Publiée le vendredi 12 décembre 2025

Le rôle de l’émotion dans la scénographie d’Habiter l’Ensemble.

Un sourire en coin – le rôle de l’émotion dans la scénographie d’Habiter l’Ensemble.

Depuis quelques semaines, je vois arriver des visiteurs avec un sourire en coin. Ils s’approchent des portes du CAUE et nous demandent avec des yeux rieurs, s’ils sont au bon endroit pour découvrir l’exposition Habiter l’ensemble sur le logement collectif.

Si je n’étais pas dans la confidence, je me demanderais ce qui peut bien donner envie de se presser pour voir une exposition d’architecture, alors que l’automne arrive et comme je l’ai observé depuis plusieurs années, s’il pleut et si l’on est varois, on réfléchit à deux fois avant de sortir de chez soi … Certains ont du mal à contenir leur impatience et nous demande à peine arrivés, où se trouve le fameux appartement dont on leur a parlé.

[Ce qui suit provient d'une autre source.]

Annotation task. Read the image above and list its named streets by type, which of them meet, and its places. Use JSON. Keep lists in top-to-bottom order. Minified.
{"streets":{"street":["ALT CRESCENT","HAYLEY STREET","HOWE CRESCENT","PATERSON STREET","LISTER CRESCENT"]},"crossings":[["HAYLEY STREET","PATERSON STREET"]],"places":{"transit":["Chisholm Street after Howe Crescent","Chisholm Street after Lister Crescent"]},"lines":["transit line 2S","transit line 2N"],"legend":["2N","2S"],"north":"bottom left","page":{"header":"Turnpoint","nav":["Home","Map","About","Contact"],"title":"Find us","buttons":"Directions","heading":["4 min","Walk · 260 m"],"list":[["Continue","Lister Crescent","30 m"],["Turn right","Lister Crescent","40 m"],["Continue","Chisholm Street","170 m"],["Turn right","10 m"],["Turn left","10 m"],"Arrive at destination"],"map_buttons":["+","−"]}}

Au moment de travailler sur l’exposition, la question s’est posée d’emblée : comment partager avec nos publics le sujet des logements collectifs du XXe dans le Var ? Comment ne pas en faire une exposition technique et cérébrale qui risquerait de maintenir la plupart des visiteurs à distance ? De discussions en réflexions, une idée nous a enthousiasmées : en parallèle de la présentation des dix typologies de logements photographiées avec sensibilité par Charlotte Rochez, nous allions mettre en scène un appartement des années 60-70. Chaque pièce est reconstituée avec les objets, matières et couleurs de cette période. Mettre en jeu les souvenirs et le vécu émotionnel des visiteurs et si c’était ce qui allait nous aider à rencontrer nos publics ?

Naissance d’une recherche

Faire le récit de ces réflexions est une manière pour nous de partager une recherche qui anime l’équipe du CAUE Var depuis 2023. Nous sommes convaincus qu’il est nécessaire d’explorer de nouvelles formes et relations pour créer une culture commune de l’architecture, de l’urbanisme et du paysage. Parler d’architecture ne devrait pas être excluant, il s’agit au contraire de s’adresser à tous : à l’habitant et au professionnel, à l’enfant et à l’élu, à l’enseignant et au technicien…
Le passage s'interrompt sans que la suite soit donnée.